I mailed my letter the day after I wrote my Of Pen and Paper entry. The date on her letter said March 5, 2007, so it took my letter more than a month to reach her. She said 'it has been a long time since I last wrote you. But it doesn't mean that I forgot you. I'm very joyful about your letter.'

Parang gusto kong umiyak nung pagkabasa ko 'yun.

She also sent a picture. Sorry, it's blurry because my scanner is busted so I had to use my phone to take the pic. The little boy beside Argo, her dog (who is 7 dog-years old now), is Karlis (her son! Ang gwapo!) who just turned 4 last January 11. Her mom and dad have retired enjoying their 4 grandchildren. Rita passed her medical exam and she's now working as a nurse in P. Stradiva Hospital in their Neurovasculary and Neuroncology department. She's now a Ph. D. student and will defend her doctoral thesis in engineering sciences 2-3 years from now. She says she doesn't have internet yet but will send an email my way once she has it in their home.

Wow. I can't wipe away the silly smile on my lips. I am truly happy for her and relieved she's doing sooooo well, and her family, too.



Thanks everyone for hoping with me! It was well worth the wait really.

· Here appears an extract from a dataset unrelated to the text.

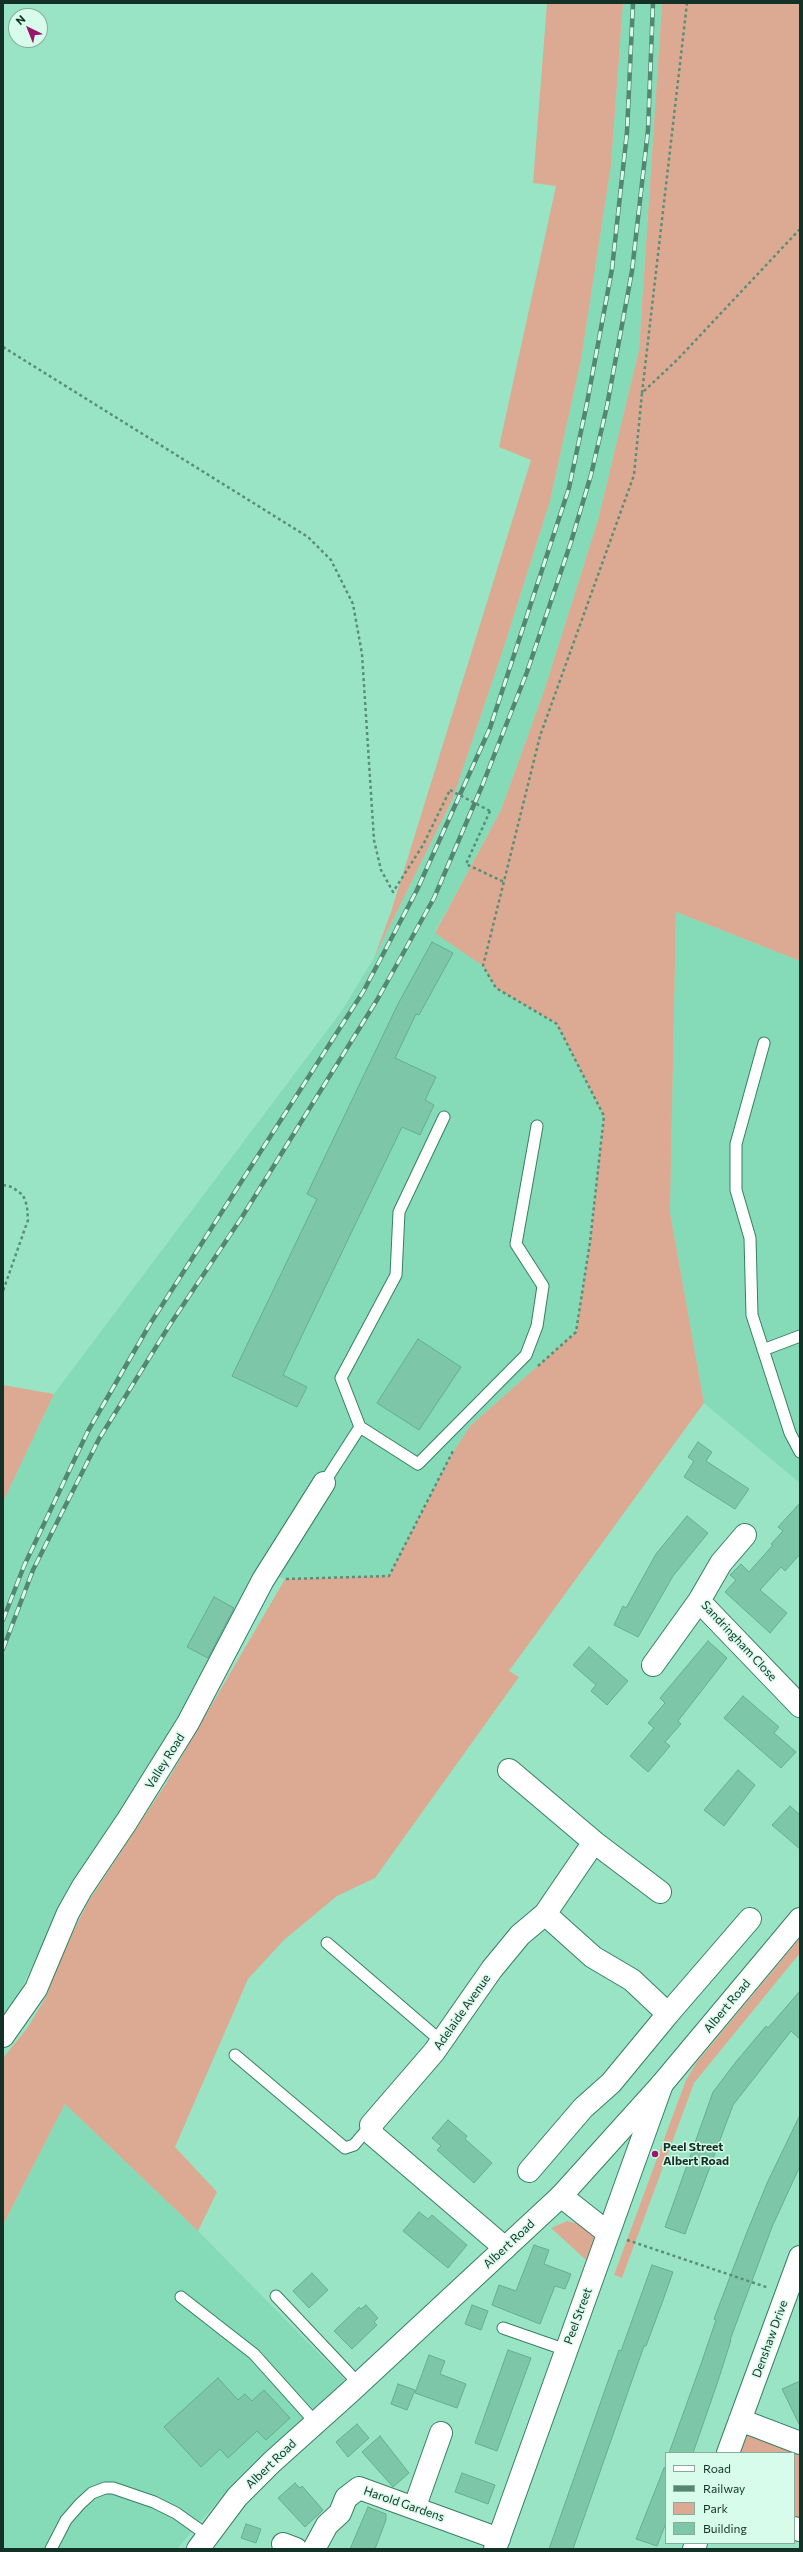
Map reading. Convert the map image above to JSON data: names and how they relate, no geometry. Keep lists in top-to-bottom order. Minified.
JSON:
{"streets":{"street":["Sandringham Close","Valley Road","Albert Road","Adelaide Avenue","Peel Street","Denshaw Drive","Harold Gardens"]},"crossings":[["Albert Road","Peel Street"],["Peel Street","Harold Gardens"]],"places":["Peel Street Albert Road"],"legend":["Road","Railway","Park","Building"],"north":"top left"}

I'm glad that I took the time to write her and, well, sort of renew our friendship.This is definitely a bond worth keeping.

Sunday, February 25, 2007

A year after saying goodbye...

Yes, I'm still in love.

Demmet. *drives a stake through heart*

*sigh*

Gusto ko nang dumating yung araw na iisipin ko na lang ----

"What the fuck was I thinking?!"

That'll be the day.

For now, I still love him. And it's killing me.

Monday, January 29, 2007

Of Pen and Paper.

I had free time over the weekend so I decided to clean up my desk drawers. As I was sorting through the countless receipts, meaningless post-it notes, and funny-smelling stationaries I've collected since I was in grade school, I came upon Rita's last letter which I haven't been able to reply to.

Just to make things clear: Rita was, well, is my Latvian pen pal. Yes, PEN PAL. Haha.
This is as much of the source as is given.